[Extracted material]
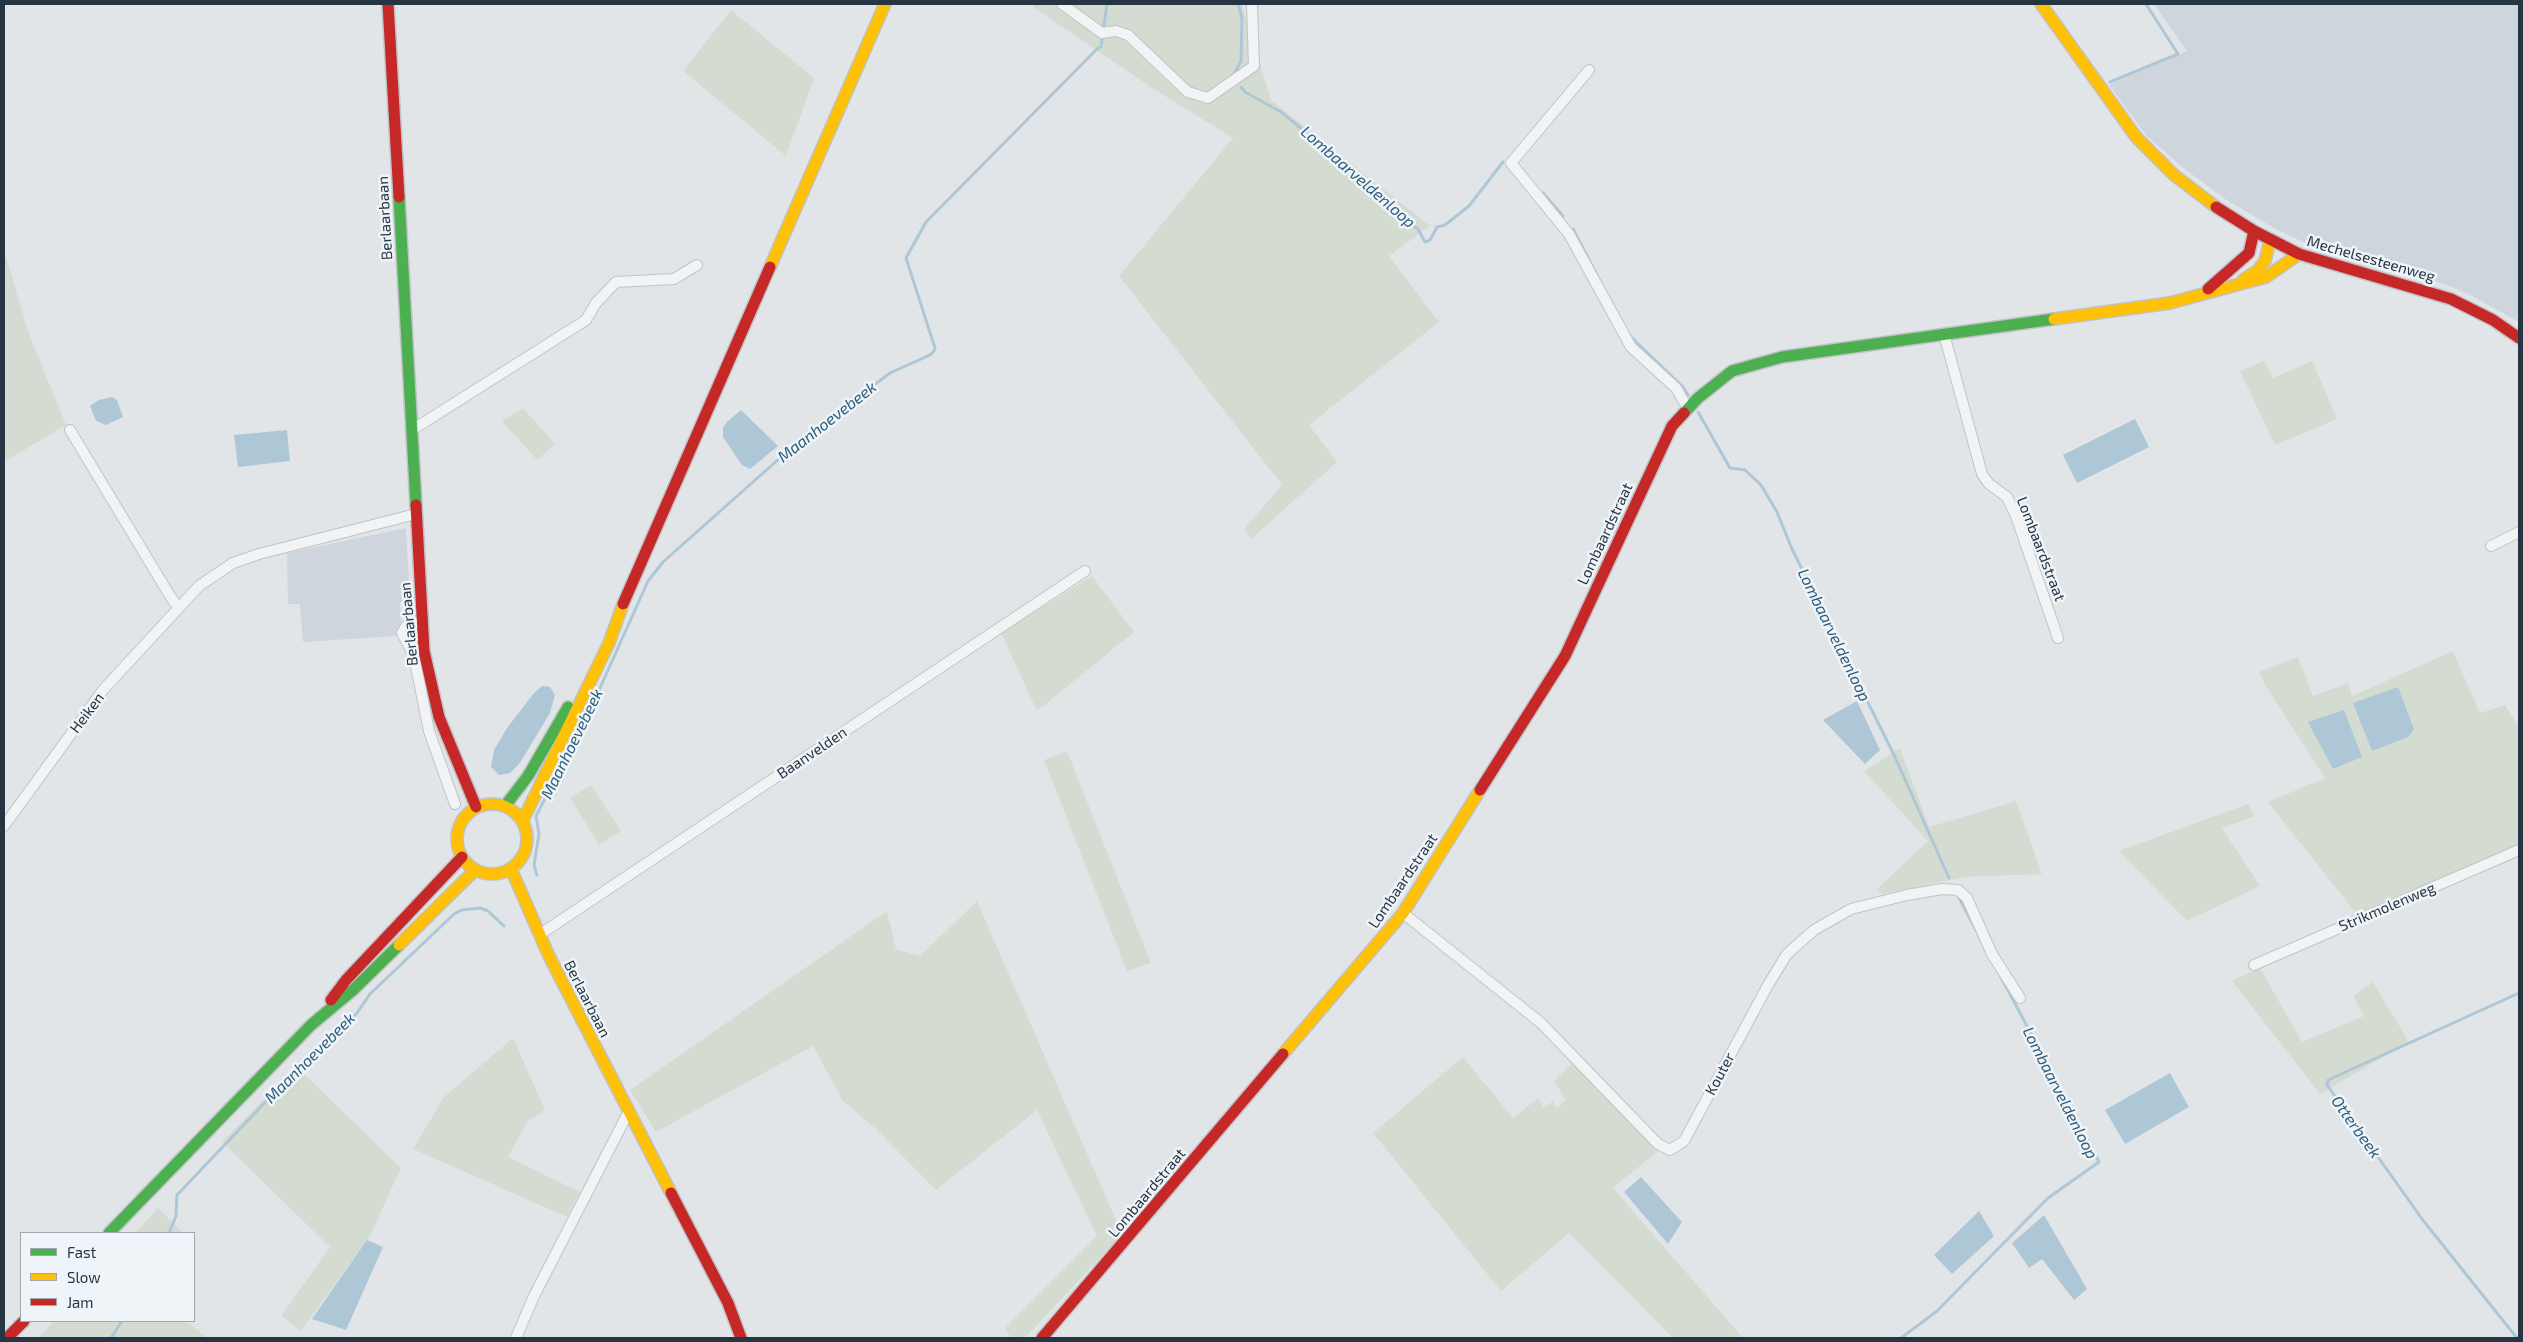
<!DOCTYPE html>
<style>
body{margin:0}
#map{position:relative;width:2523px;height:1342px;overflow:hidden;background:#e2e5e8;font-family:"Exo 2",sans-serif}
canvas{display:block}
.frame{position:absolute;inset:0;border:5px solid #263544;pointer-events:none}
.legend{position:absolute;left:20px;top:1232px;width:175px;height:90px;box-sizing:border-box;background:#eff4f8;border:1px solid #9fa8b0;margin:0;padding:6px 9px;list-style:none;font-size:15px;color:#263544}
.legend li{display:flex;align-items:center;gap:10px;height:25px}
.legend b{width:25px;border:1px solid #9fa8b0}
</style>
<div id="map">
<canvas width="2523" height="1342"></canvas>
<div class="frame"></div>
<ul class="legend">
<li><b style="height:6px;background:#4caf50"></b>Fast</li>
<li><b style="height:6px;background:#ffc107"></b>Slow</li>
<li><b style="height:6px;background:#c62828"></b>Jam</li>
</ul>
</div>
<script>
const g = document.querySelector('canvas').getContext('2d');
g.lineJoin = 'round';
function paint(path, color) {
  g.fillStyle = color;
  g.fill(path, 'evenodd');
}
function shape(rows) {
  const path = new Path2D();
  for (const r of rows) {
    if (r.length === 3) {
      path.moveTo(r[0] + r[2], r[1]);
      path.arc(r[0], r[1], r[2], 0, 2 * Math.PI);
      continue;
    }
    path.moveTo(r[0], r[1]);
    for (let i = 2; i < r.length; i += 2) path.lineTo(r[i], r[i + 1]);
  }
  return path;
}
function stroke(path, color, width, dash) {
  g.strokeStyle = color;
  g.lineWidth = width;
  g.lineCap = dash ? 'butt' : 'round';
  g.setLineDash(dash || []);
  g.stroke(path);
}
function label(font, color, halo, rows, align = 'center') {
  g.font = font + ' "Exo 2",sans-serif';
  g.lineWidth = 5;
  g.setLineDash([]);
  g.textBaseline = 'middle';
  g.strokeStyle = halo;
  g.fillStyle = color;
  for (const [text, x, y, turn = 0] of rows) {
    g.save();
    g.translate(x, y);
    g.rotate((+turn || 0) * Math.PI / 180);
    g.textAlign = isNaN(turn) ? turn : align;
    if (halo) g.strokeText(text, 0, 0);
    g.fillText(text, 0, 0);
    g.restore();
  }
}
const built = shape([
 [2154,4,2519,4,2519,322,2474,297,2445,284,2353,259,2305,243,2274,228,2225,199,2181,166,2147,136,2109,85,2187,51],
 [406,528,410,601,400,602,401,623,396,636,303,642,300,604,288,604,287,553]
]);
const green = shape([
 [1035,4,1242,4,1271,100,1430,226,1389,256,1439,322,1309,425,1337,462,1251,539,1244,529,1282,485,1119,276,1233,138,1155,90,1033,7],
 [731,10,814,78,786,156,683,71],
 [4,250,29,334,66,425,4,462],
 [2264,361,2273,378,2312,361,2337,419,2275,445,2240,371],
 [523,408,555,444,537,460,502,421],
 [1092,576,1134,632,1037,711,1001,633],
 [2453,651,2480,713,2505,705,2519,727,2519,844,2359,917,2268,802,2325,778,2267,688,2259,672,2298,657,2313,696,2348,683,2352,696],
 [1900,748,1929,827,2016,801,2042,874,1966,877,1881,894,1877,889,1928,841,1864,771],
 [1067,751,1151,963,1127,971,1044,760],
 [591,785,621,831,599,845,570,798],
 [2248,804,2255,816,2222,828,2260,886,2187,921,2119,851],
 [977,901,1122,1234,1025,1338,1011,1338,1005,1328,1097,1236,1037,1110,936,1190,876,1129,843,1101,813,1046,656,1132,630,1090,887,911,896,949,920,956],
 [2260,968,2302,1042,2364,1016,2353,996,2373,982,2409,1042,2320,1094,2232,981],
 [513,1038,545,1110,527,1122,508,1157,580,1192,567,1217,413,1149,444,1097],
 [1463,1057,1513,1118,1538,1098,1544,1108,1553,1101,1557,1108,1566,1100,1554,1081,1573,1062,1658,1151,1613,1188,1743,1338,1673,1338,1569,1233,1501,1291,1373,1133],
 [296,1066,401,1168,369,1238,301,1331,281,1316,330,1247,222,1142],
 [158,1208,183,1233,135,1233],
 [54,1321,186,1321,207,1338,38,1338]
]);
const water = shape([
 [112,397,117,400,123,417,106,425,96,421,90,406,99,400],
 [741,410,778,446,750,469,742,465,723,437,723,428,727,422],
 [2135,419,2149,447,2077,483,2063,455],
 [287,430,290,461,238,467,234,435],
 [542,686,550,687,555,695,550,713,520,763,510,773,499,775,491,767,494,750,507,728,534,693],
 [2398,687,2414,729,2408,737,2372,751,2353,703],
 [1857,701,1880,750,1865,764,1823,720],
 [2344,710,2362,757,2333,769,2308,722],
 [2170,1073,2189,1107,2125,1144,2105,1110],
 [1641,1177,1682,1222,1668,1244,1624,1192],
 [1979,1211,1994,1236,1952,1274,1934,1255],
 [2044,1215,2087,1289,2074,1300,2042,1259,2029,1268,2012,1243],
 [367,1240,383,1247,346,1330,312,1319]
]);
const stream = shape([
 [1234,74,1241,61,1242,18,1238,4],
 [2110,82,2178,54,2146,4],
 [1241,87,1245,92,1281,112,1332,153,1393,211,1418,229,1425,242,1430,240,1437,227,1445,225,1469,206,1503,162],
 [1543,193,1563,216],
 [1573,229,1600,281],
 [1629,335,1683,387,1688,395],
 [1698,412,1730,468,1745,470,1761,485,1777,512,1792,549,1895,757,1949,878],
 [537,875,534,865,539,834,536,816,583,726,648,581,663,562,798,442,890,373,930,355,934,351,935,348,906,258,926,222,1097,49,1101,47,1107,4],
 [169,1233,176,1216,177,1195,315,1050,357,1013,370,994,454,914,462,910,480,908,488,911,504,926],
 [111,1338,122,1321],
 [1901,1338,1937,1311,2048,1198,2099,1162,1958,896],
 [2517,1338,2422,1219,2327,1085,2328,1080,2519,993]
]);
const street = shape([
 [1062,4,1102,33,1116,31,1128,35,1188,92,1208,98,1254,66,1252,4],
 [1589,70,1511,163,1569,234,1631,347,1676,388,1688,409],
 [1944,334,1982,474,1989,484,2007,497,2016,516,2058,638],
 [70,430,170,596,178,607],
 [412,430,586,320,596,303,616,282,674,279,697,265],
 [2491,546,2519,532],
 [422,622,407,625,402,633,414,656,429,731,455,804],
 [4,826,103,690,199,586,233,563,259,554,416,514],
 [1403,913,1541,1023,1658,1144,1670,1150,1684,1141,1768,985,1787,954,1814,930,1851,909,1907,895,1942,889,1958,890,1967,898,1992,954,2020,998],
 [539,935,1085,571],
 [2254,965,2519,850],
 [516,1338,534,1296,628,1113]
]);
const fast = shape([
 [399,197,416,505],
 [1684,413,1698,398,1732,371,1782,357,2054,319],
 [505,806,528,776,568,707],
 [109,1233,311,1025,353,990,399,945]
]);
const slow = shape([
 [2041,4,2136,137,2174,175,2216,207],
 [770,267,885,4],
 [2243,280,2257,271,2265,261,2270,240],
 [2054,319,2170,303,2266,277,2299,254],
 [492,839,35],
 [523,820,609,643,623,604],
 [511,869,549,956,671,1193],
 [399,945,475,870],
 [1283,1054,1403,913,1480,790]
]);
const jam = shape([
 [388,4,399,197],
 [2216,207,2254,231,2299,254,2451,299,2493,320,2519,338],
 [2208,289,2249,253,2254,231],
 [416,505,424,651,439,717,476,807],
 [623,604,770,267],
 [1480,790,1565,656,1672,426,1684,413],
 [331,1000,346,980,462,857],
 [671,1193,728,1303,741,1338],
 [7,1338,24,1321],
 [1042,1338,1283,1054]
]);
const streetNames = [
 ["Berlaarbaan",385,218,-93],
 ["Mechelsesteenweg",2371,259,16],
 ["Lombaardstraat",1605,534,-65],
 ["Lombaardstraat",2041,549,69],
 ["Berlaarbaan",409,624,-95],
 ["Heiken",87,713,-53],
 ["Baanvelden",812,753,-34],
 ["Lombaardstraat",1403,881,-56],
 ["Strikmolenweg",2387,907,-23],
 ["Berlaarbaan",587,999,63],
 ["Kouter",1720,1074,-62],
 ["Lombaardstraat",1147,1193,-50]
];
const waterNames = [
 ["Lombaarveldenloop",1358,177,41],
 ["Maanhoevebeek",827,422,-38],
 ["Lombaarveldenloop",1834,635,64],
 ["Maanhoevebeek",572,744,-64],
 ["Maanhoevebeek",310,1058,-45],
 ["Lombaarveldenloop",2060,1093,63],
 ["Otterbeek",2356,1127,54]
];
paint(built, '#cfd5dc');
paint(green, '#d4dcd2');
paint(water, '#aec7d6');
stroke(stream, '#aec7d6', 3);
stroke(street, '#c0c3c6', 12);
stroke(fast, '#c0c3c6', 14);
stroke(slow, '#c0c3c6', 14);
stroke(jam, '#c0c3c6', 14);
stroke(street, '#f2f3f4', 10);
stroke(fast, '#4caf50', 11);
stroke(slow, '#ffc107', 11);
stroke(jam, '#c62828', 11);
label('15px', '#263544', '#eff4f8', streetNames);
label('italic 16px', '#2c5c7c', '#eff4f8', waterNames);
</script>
[/Extracted material]
Problem statement
Which lines of the records above hold the word "moveTo"? Copy each one out.

Result for this exercise
      path.moveTo(r[0] + r[2], r[1]);
    path.moveTo(r[0], r[1]);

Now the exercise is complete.